ACTIVITY: Copy every line of the data that contains the string "grid".

........

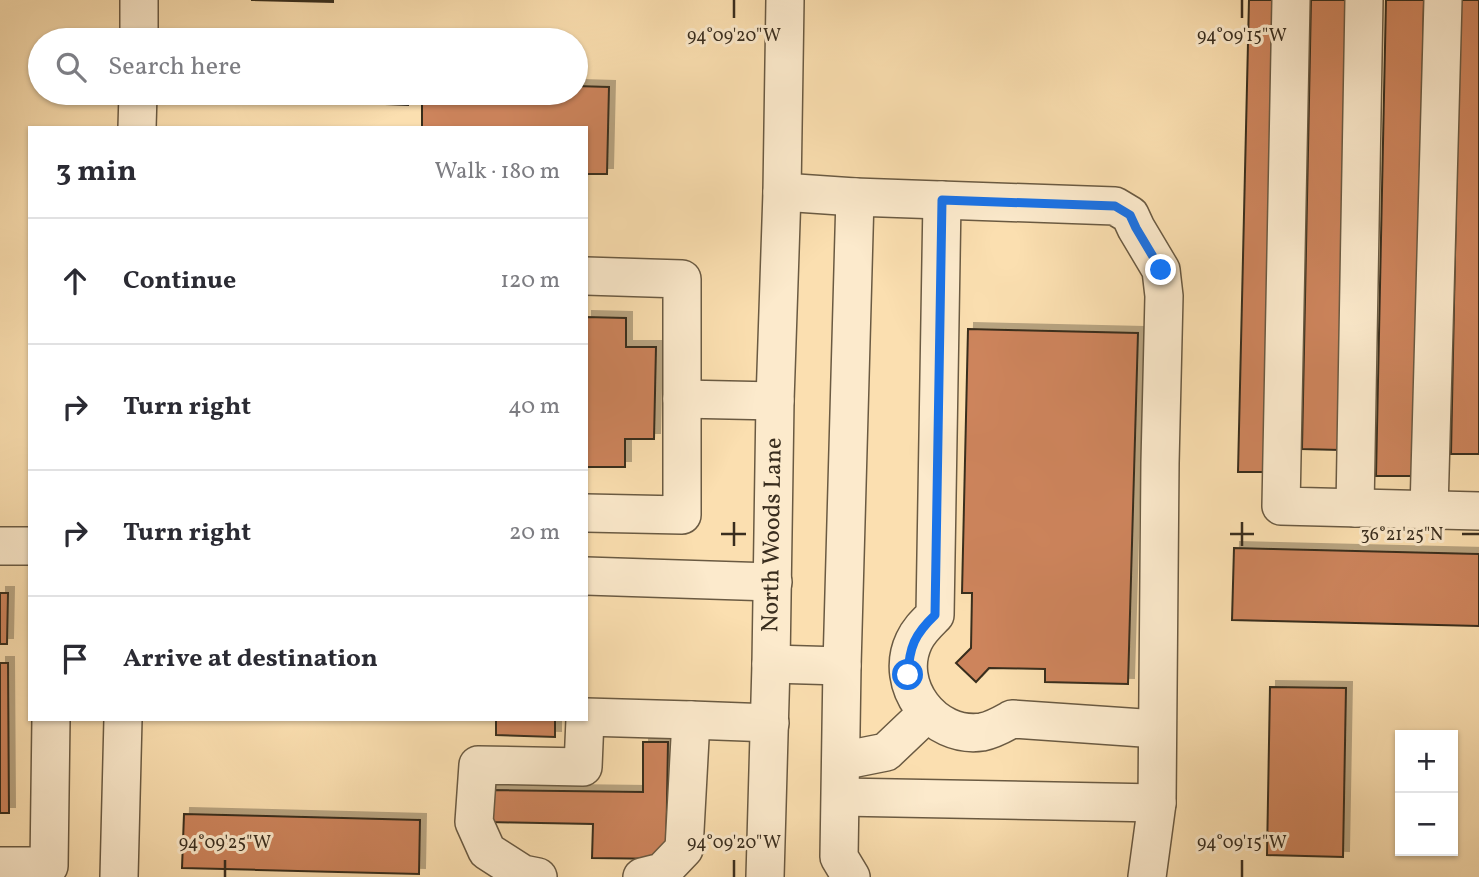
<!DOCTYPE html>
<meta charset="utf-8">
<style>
:root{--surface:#fff;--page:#f2f2f3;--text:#2b2b33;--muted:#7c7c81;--line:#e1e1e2}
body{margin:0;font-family:Vollkorn,serif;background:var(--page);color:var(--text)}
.controls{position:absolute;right:21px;bottom:21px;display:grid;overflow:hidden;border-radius:0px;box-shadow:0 2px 5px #0004}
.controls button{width:63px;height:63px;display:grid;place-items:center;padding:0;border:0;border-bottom:2px solid var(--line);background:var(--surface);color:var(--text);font:35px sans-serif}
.stop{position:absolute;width:21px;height:21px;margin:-16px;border:5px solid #1a73e8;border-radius:50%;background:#fff}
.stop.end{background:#1a73e8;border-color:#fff;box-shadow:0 2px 7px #0008}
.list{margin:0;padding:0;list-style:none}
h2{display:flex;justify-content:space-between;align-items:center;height:91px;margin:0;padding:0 28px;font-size:30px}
h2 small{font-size:23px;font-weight:400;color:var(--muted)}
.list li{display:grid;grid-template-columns:46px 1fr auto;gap:21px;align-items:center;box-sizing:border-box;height:126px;padding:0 28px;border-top:2px solid var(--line)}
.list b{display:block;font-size:26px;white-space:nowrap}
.list em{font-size:23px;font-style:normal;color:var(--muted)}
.icon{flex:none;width:38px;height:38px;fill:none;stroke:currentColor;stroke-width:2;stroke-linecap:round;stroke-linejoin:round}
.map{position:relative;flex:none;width:1479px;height:877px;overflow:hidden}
.search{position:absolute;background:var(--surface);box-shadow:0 2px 5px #0004;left:28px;top:28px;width:560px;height:77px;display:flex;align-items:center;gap:18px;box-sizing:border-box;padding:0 24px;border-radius:38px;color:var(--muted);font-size:26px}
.panel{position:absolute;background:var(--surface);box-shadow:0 2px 5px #0004;left:28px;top:126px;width:560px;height:595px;border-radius:0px}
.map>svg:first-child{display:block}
</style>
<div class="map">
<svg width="1479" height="877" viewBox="0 0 1479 877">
<defs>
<filter id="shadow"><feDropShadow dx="6" dy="-6" stdDeviation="0" flood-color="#0004"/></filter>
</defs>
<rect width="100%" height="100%" fill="#fbdfb0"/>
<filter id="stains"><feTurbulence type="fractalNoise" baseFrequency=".00286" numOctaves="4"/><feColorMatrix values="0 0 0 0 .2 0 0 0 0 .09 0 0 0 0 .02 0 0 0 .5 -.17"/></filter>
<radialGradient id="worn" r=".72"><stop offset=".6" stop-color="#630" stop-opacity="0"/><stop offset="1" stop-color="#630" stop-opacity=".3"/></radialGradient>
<!-- building -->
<g fill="#cd845b" stroke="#392d1e" stroke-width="2" filter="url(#shadow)">
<polygon points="251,0 333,0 333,2"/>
<polygon points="1249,0 1275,0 1264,472 1238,472"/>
<polygon points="1311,0 1349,0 1340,450 1302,449"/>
<polygon points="1386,0 1424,0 1415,476 1376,476"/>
<polygon points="1460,0 1479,0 1479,454 1451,454"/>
<polygon points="576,86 609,87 607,174 586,174 586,128 422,128 422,93 576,93"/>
<polygon points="386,93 408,93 408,105 386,104"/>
<polygon points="586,317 626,318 626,347 656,347 654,439 625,439 625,467 586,467"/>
<polygon points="968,329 1138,333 1128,684 1045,682 1045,669 989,668 976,682 956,663 971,648 972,593 962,593"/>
<polygon points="1234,548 1479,554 1479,626 1232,620"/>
<polygon points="0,593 8,593 7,644 0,644"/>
<polygon points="0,663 8,663 9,813 0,813"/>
<polygon points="1270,687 1346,688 1343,857 1267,855"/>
<polygon points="496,719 555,719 555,737 496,735"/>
<polygon points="643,742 668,742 666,859 592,858 593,824 489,822 489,790 643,792"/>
<polygon points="184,814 420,820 419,874 182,868"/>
</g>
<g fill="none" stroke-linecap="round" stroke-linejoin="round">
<!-- minor casing -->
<g stroke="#6a5a42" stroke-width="40">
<g id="minor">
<polyline points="1291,0 1281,506 1479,511"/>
<polyline points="139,40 139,0"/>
<polyline points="137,128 138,93"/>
<polyline points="782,192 855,197"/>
<path d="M942,200L935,615C927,623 919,630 914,641C893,685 933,739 982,732C993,730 1003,724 1012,719L1157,729"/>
<polyline points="586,276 682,279 682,515 586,513"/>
<polyline points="682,399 775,401"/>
<polyline points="1355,508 1364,0"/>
<polyline points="1429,510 1443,0"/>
<polyline points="0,546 30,546"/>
<polyline points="586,576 773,582"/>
<polyline points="771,664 842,666 855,197 1115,206 1130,215 1136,228 1161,270 1164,296 1160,463 1157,803 1147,877"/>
<polyline points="842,666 839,857 851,877"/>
<polyline points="586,717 691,720"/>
<polyline points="841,761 886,752 927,713"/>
<polyline points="841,797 1157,803"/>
<polyline points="0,866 49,866 51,719"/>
<polyline points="119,877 123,719"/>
<polyline points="538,877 523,874 487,851 474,822 478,765 583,767 585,719"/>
<polyline points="642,877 662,872 684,849 691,720 770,723"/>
<polyline points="765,877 771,664 775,401 782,192 785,0"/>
</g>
</g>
<!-- minor -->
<use href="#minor" stroke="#fceacc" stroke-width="37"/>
</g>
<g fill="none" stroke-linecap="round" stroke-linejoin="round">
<!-- route -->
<path stroke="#1a73e8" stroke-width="9" d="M908,675C909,647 915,634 935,615L942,200L1115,206L1130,215L1136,228L1161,270"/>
</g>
<!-- ticks -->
<path fill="none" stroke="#392d1e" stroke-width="2.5" d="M734,0V18M1242,0V18M734,522V546M1242,522V546M721,534H746M1230,534H1254M1462,534H1479M225,860V877M734,860V877M1242,860V877"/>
<g text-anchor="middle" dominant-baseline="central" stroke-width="6" stroke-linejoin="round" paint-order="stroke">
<!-- street labels -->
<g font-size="24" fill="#392d1e" stroke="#fceacc">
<text transform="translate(773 535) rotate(-89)">North Woods Lane</text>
</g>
</g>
<g font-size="18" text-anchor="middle" fill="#392d1e" stroke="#fceacc" stroke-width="6" stroke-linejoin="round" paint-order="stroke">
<text x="734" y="41">94°09'20"W</text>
<text x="1242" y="41">94°09'15"W</text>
<text x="1402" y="540">36°21'25"N</text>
<text x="225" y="848">94°09'25"W</text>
<text x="734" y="848">94°09'20"W</text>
<text x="1242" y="848">94°09'15"W</text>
</g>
<rect width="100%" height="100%" filter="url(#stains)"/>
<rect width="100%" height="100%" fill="url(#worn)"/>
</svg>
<div class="controls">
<button>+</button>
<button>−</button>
</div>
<div class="stop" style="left:908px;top:675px"></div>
<div class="stop end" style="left:1161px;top:270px"></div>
<div class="search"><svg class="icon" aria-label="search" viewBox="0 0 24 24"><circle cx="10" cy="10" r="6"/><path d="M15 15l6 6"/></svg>Search here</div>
<section class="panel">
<h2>3 min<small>Walk · 180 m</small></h2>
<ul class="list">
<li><svg class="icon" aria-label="ahead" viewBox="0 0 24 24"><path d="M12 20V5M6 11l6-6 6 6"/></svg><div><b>Continue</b></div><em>120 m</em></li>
<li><svg class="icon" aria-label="right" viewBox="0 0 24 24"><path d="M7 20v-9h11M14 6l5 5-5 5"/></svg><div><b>Turn right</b></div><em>40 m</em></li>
<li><svg class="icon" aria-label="right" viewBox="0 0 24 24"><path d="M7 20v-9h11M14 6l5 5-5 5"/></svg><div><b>Turn right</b></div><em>20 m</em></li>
<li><svg class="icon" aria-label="arrive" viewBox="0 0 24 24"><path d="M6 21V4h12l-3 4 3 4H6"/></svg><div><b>Arrive at destination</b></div></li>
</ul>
</section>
</div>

........

EXERCISE ANSWER:
.controls{position:absolute;right:21px;bottom:21px;display:grid;overflow:hidden;border-radius:0px;box-shadow:0 2px 5px #0004}
.controls button{width:63px;height:63px;display:grid;place-items:center;padding:0;border:0;border-bottom:2px solid var(--line);background:var(--surface);color:var(--text);font:35px sans-serif}
.list li{display:grid;grid-template-columns:46px 1fr auto;gap:21px;align-items:center;box-sizing:border-box;height:126px;padding:0 28px;border-top:2px solid var(--line)}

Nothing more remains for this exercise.